I knew it was coming but it had some nerve to appear in full regalia five minutes before the Christmas Day service. At first, I thought it was just pre-service nerves but it wasn’t – by the end of the service my confidence was in tatters and I was a puddle, muddy and blue.
For a few days prior to Christmas, I had been holding onto the hope that it was exhaustion; not being able to focus on anything and wanting merely to sit quietly staring at the wall. However I couldn’t sit, I had too much to do. So I rationalised as I so often have that it was just tiredness.

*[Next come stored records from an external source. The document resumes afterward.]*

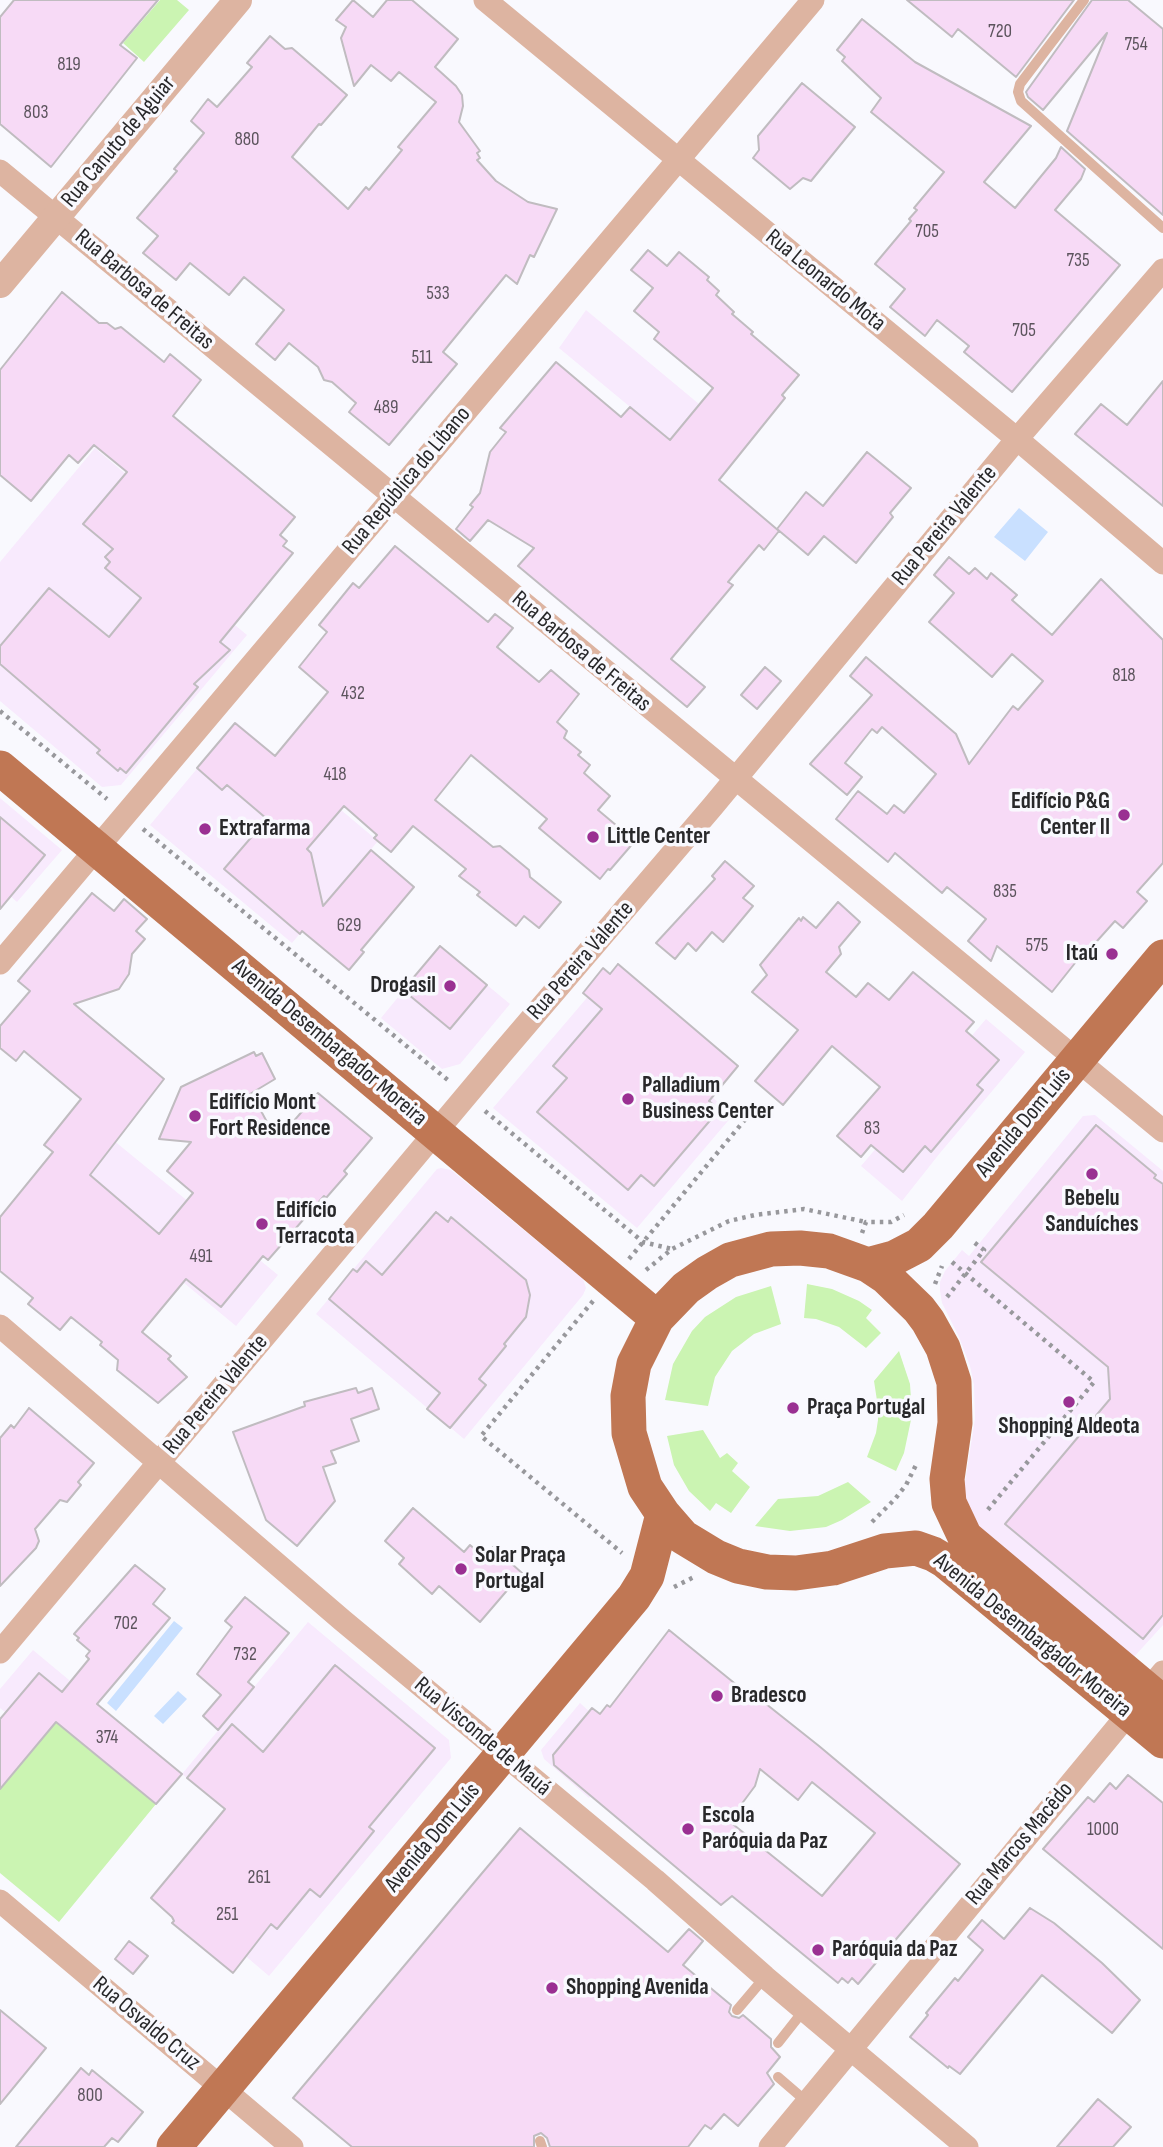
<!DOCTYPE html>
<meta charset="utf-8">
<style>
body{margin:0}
canvas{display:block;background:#f9f9fe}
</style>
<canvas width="1163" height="2147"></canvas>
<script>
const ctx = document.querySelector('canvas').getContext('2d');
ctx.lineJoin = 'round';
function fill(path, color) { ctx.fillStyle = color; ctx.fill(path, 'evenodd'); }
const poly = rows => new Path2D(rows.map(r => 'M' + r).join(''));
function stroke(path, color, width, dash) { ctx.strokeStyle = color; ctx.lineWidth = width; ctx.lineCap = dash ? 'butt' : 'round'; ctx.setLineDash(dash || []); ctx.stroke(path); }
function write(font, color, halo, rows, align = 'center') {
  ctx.font = font + ' "Sofia Sans Condensed",sans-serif'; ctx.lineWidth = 7; ctx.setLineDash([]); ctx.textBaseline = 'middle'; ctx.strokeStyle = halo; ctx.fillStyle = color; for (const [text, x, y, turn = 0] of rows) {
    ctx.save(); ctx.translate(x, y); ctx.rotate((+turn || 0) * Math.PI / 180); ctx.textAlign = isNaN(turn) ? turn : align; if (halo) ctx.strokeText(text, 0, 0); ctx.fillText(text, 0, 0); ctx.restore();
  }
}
fill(poly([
 [586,310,699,404,670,440,559,348],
 [95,448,128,476,98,512,247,635,121,785,102,787,0,701,0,562],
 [236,722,378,841,292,943,150,825],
 [0,798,62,850,17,902,0,887],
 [440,946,510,1004,460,1064,442,1069,381,1018],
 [591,993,733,1115,637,1228,493,1108],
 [986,1019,1025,1052,940,1153,902,1201,861,1166],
 [74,1108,278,1275,236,1326,149,1254,149,1225,76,1163,53,1152,44,1145],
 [1095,1115,1163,1171,1163,1625,1133,1658,967,1517,964,1488,975,1419,974,1385,970,1366,959,1337,942,1303,940,1291,940,1282,945,1271,962,1250,969,1256,1083,1116],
 [441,1168,451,1170,583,1279,586,1288,583,1295,464,1439,316,1314,437,1169],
 [308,1622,449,1740,451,1758,269,1976,195,1913,172,1917,151,1898,225,1809,182,1774,156,1804,57,1722,40,1740,0,1708,0,1689,33,1650,182,1774],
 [580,1703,604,1725,608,1774,589,1798,544,1759,541,1750]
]), '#f8eafd');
fill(poly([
 [160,0,177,0,189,10,144,62,123,43],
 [807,1284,832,1289,859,1301,872,1310,866,1318,881,1333,866,1348,839,1327,816,1319,804,1318],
 [771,1286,781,1324,754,1334,732,1351,715,1377,708,1406,665,1400,673,1364,692,1331,705,1317,736,1297],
 [899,1351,910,1384,912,1415,904,1453,896,1471,867,1457,876,1433,878,1420,878,1407,874,1381],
 [703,1430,720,1458,727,1453,738,1463,732,1471,750,1487,731,1513,716,1503,710,1511,689,1491,674,1465,667,1436],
 [848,1482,871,1502,842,1520,826,1527,790,1531,755,1526,778,1499,818,1496],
 [56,1722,156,1804,59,1922,0,1873,0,1789]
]), '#cbf4b2');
fill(poly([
 [1019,508,1048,532,1025,561,994,537],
 [174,1621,183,1628,116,1711,107,1703],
 [178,1691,187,1699,163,1724,154,1716]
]), '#c9e0ff');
const building = poly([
 [14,0,158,0,120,45,137,58,51,167,0,124,0,17,14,0],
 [353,0,373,17,387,0,412,0,458,39,435,67,456,86,462,95,463,106,459,122,480,151,477,153,480,158,477,160,496,181,528,202,557,209,534,257,530,255,517,284,506,275,443,352,457,364,389,445,349,412,356,403,332,382,324,380,318,367,289,343,275,360,256,344,284,310,244,277,229,295,190,263,176,280,143,253,158,236,137,218,177,171,174,169,204,133,191,121,208,99,217,107,252,67,247,63,270,36,285,49,292,48,347,95,321,125,319,124,292,157,348,209,366,187,369,190,402,150,398,147,436,102,399,72,391,81,371,65,354,86,341,38,346,27,336,20,353,0],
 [907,0,1074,0,1016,77,958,29,952,37,907,0],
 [1092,0,1128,0,1163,29,1163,215,1067,131,1107,33,1043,110,1028,97,1026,92,1092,0],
 [862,19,915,62,1031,126,984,182,1015,208,1056,158,1061,147,1085,169,1081,179,1055,210,1120,265,1012,392,964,352,969,346,937,320,925,336,890,307,905,289,875,264,911,221,909,219,917,210,914,208,944,172,871,112,881,98,842,61,845,57,837,50,862,19],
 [802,83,855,127,811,181,803,178,790,189,753,158,759,150,758,136,802,83],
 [648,250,667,266,679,252,709,277,707,280,719,291,716,295,734,312,732,314,753,332,751,334,799,375,782,395,785,398,719,480,779,531,764,550,759,545,728,582,733,585,671,659,705,687,687,707,518,566,534,548,488,520,470,541,456,529,473,507,470,505,480,493,490,452,506,432,500,428,556,362,621,417,630,407,670,440,713,388,654,339,659,332,634,311,653,288,631,270,648,250],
 [62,292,99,323,107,323,115,329,121,327,164,362,170,354,201,380,173,416,295,517,280,535,287,541,283,546,293,553,220,642,230,650,194,684,198,687,126,773,120,768,118,771,97,753,100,750,0,664,0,646,49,588,109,637,141,598,105,568,110,562,105,557,113,549,83,524,127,472,94,445,78,463,69,455,31,501,0,475,0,370,62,292],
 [1163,381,1163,506,1075,434,1101,404,1127,425,1163,381],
 [867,452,911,488,890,513,893,517,856,563,824,536,808,555,777,529,806,492,823,506,867,452],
 [395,546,488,622,495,614,513,628,497,647,539,682,551,670,579,694,557,722,567,731,564,738,581,752,578,755,590,765,584,773,610,796,598,810,635,841,610,870,608,869,600,879,539,828,547,819,471,755,435,800,493,847,500,846,529,870,530,877,561,902,539,928,524,916,516,926,477,895,480,892,459,876,466,869,413,826,391,852,374,838,377,835,344,806,307,849,311,853,323,906,371,850,414,887,361,950,364,952,349,970,302,931,300,934,224,869,267,819,227,785,222,790,197,768,235,723,275,756,328,692,299,667,327,632,319,625,353,583,359,588,395,546],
 [949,557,969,574,975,568,987,579,991,573,1017,595,1012,600,1052,635,1101,579,1163,640,1163,863,1137,892,1147,901,1123,928,1115,921,1089,950,1087,948,1052,992,997,946,991,961,968,941,986,919,947,887,942,893,895,853,888,862,836,819,858,791,887,814,894,805,904,813,936,774,882,727,877,733,872,729,845,763,862,777,847,795,810,764,872,695,850,676,866,657,956,734,969,764,1013,706,1018,710,1043,681,1012,654,992,677,929,622,954,593,934,575,949,557],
 [765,667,781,681,757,709,741,695,765,667],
 [0,817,45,855,0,909,0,817],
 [725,861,754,886,743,898,753,906,723,942,712,932,696,951,688,943,675,959,656,943,715,879,712,876,725,861],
 [92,893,114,911,124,899,147,919,136,931,145,939,132,954,129,974,119,989,74,1004,164,1079,90,1175,159,1234,193,1193,167,1171,191,1142,159,1139,181,1087,254,1052,256,1056,262,1053,275,1079,245,1097,260,1109,275,1137,282,1127,286,1130,318,1093,372,1138,344,1171,347,1174,326,1198,324,1196,268,1260,263,1256,221,1307,186,1279,142,1332,171,1356,168,1359,187,1377,158,1403,117,1370,118,1360,100,1345,102,1342,71,1317,60,1330,28,1304,33,1298,0,1271,0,1217,53,1152,44,1145,81,1099,24,1051,16,1061,0,1048,0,1026,30,991,18,981,92,893],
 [838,902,860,922,839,947,841,954,826,972,856,997,868,983,889,1000,913,972,974,1022,966,1031,999,1060,977,1085,983,1090,931,1152,925,1146,903,1172,871,1145,861,1157,837,1136,880,1087,832,1046,783,1105,755,1081,798,1030,752,992,767,975,760,965,799,918,801,921,803,917,816,928,838,902],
 [440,946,487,985,450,1029,403,990,440,946],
 [618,964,738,1066,709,1101,719,1110,654,1186,641,1175,628,1190,537,1112,567,1078,553,1066,602,1009,583,993,603,968,610,974,618,964],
 [1096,1125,1156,1175,1154,1178,1163,1184,1163,1615,1143,1639,1005,1524,1110,1399,1108,1367,981,1262,1096,1125],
 [436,1212,448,1222,451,1217,526,1280,530,1295,526,1317,504,1344,506,1346,479,1379,486,1385,450,1428,427,1409,440,1393,329,1299,353,1269,357,1272,366,1261,382,1275,436,1212],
 [356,1388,358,1393,372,1388,379,1409,351,1419,359,1441,331,1451,336,1463,323,1467,335,1501,297,1546,266,1520,233,1432,305,1406,304,1402,356,1388],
 [29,1408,94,1463,78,1482,81,1485,67,1502,60,1500,35,1529,39,1541,36,1548,0,1586,0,1438,11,1425,14,1428,29,1408],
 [413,1508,464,1552,470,1545,484,1557,493,1547,522,1573,480,1622,439,1586,432,1594,399,1564,404,1558,385,1541,413,1508],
 [135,1565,165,1589,153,1604,170,1618,97,1704,182,1774,156,1804,56,1722,0,1789,0,1719,39,1673,62,1692,89,1659,86,1656,90,1651,77,1640,79,1638,74,1634,135,1565],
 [245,1597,289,1633,248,1682,254,1687,218,1730,203,1716,221,1695,197,1674,232,1627,225,1621,245,1597],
 [669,1630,749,1695,751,1692,819,1746,960,1864,858,1984,852,1978,848,1983,842,1978,838,1983,732,1896,721,1905,554,1765,553,1755,592,1708,600,1714,607,1705,610,1707,669,1630],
 [760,1769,798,1800,812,1782,875,1833,822,1896,729,1821,755,1786,760,1769],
 [335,1665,435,1748,369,1827,374,1831,320,1897,310,1889,277,1929,271,1924,233,1973,172,1923,174,1921,172,1917,151,1898,225,1809,187,1778,232,1724,263,1752,335,1665],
 [1128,1775,1163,1803,1163,1949,1043,1849,1088,1797,1094,1802,1110,1783,1116,1789,1128,1775],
 [520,1828,668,1952,689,1929,703,1941,683,1965,731,2005,729,2012,732,2016,739,2018,743,2015,771,2039,771,2047,780,2057,767,2073,774,2084,738,2126,724,2114,711,2129,705,2125,688,2147,550,2147,547,2138,541,2133,534,2136,534,2147,352,2147,293,2098,520,1828],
 [1030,1908,1054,1923,1102,1963,1140,2000,1112,2033,1042,1975,960,2074,949,2066,948,2068,910,2037,928,2015,926,2013,955,1978,958,1981,983,1950,968,1937,982,1920,1004,1939,1030,1908],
 [129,1941,148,1956,133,1974,115,1959,129,1941],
 [0,2010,46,2048,0,2104,0,2010],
 [81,2068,89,2075,92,2070,143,2112,118,2142,112,2138,104,2147,16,2147,81,2068],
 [1098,2099,1131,2127,1113,2147,1057,2147,1098,2099]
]);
fill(building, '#f7daf6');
stroke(building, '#c0bcc0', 2);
stroke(poly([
 [0,711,107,799],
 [143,829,449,1081],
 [485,1111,643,1242,672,1249],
 [862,1233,866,1222,891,1222,904,1215],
 [629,1259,758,1104],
 [952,1262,1094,1382,986,1512],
 [646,1270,672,1249,729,1221,755,1215,804,1209,866,1222],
 [935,1284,942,1266],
 [947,1297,984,1250,971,1240],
 [593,1301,481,1436,622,1553],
 [872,1522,895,1499,906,1485,917,1463],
 [674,1587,694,1577]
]), '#98989c', 4.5, [3.5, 5]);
stroke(poly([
 [1084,0,1020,84,1018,92,1021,101,1163,228],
 [737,2010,765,1977],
 [778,2043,804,2010],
 [778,2077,807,2102],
 [540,2141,542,2147]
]), '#ddb4a1', 10);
stroke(poly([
 [485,0,1017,439,1163,563],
 [0,171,1163,1131],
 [0,963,813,0],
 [0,1326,342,1620,655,1880,765,1977,967,2147],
 [0,1652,502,1053,713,806,1017,439,1163,270],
 [0,1901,292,2147],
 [770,2147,1163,1672]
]), '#ddb4a1', 23);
stroke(poly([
 [0,284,238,0]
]), '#ddb4a1', 28);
stroke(poly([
 [0,768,657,1318],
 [868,1265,894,1258,919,1245,938,1226,1163,957],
 [1163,1703,965,1537,949,1503,947,1479,955,1423,954,1382,943,1348,928,1321,919,1309,886,1277,868,1265,829,1251,800,1248,771,1249,730,1260,707,1273,686,1288,657,1318,634,1364,628,1396,629,1433,645,1487,663,1514,683,1537,716,1557,738,1566,767,1572,796,1573,833,1568,885,1551,916,1548,933,1554,945,1561,1163,1741],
 [174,2147,634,1597,647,1576,663,1514]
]), '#c07754', 35);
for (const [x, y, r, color] of [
 [1124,815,7,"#9a3092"],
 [205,829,7,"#9a3092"],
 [593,837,7,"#9a3092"],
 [1112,954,7,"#9a3092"],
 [450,986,7,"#9a3092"],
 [628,1099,7,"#9a3092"],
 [195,1116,7,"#9a3092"],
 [1092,1174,7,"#9a3092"],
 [262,1224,7,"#9a3092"],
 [1069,1402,7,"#9a3092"],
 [793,1408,7,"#9a3092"],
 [461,1569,7,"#9a3092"],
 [717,1696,7,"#9a3092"],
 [688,1829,7,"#9a3092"],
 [818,1950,7,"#9a3092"],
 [552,1988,7,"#9a3092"]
]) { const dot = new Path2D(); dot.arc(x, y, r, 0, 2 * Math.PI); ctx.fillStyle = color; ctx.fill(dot); stroke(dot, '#f9f9fe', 2.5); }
write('19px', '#5c545d', null, [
 ["720",1000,32],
 ["754",1136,45],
 ["819",69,65],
 ["803",36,113],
 ["880",247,140],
 ["705",927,232],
 ["735",1078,261],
 ["533",438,294],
 ["705",1024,331],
 ["511",422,358],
 ["489",386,408],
 ["818",1124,676],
 ["432",353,694],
 ["418",335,775],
 ["835",1005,892],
 ["629",349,926],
 ["575",1037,946],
 ["83",872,1129],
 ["491",201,1257],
 ["702",126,1624],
 ["732",245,1655],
 ["374",107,1738],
 ["1000",1103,1830],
 ["261",259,1878],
 ["251",227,1915],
 ["800",90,2096]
]);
write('23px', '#28282a', '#f9f9fe', [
 ["Rua Canuto de Aguiar",119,142,-50],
 ["Rua Leonardo Mota",825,281,39],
 ["Rua Barbosa de Freitas",144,290,40],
 ["Rua República do Líbano",407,481,-50],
 ["Rua Pereira Valente",945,526,-50],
 ["Rua Barbosa de Freitas",581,652,40],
 ["Rua Pereira Valente",581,961,-49],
 ["Avenida Desembargador Moreira",329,1043,40],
 ["Avenida Dom Luís",1024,1123,-50],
 ["Rua Pereira Valente",216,1395,-50],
 ["Avenida Desembargador Moreira",1032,1636,39],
 ["Rua Visconde de Mauá",482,1737,40],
 ["Avenida Dom Luís",433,1838,-50],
 ["Rua Marcos Macêdo",1020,1844,-50],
 ["Rua Osvaldo Cruz",146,2024,40]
]);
write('bold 23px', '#28282a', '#f9f9fe', [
 ["Edifício P&G",1110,802,"right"],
 ["Center II",1110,828,"right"],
 ["Extrafarma",219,829],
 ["Little Center",607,837],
 ["Itaú",1098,954,"right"],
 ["Drogasil",436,986,"right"],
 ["Palladium",642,1086],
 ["Business Center",642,1112],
 ["Edifício Mont",209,1103],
 ["Fort Residence",209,1129],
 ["Bebelu",1092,1199,"center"],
 ["Sanduíches",1092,1225,"center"],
 ["Edifício",276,1211],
 ["Terracota",276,1237],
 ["Praça Portugal",807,1408],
 ["Shopping Aldeota",1069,1427,"center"],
 ["Solar Praça",475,1556],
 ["Portugal",475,1582],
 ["Bradesco",731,1696],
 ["Escola",702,1816],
 ["Paróquia da Paz",702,1842],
 ["Paróquia da Paz",832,1950],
 ["Shopping Avenida",566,1988]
], 'left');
</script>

Sunday after Christmas I was preaching again but it was just pants. I felt sick before, during and after, completely and utterly that this is it. Finished.
But I have been in the desert and the pit often enough that I have coping skills for staying there and equally coping skills for getting out.
Yesterday was day one, Monday, December 29th, 2014 is the day I will mark down as the day I held my hands up to the Lord and asked for deliverance from the pit. There is part of the job that I have to do, keep busy, get physically tired, read scripture, pray and spend time outside breathing in God’s beautiful clear air.
I had to prepare a talk for Castleisland and take care of my two cared for people, cook dinner, make lunch, get some messages, make something for the meeting in Castleisland so I just added in a 3-mile walk with Lorelei thinking that would be enough. Life doesn’t ever work out how we want it and my hot water system exploded pouring muddy water all over the floor.
Chaos ensued but I have to single out the level-headedness of one DL, who came to my rescue, thanking the Lord for good Christian men and then a plumber of impeccable pedigree sorted out my pipes.
So no baking, no putting on preacher clothes, my day was spent on my knees cleaning mud and water. Arriving at the meeting covered in muck and bought confectionery, I didn’t know what to apologise for more.
But I delivered the message without notes (for the first time) and although short was well received. R. didn’t fall asleep, always a good sign!
My confidence is still low, but I am not in the pit anymore, I refuse point blank to wallow in depressive tendencies – so easy to sit in the miry pit. If I succumbed to it and sat in it, it would be only to fulfil a self-prophecy of failure, to self-sabotage – because I know and am affirmed as recently as last night that this is not God’s plan.
‘I have told you these things, so that in me you may have peace. In this world, you will have trouble. But take heart! I have overcome the world.’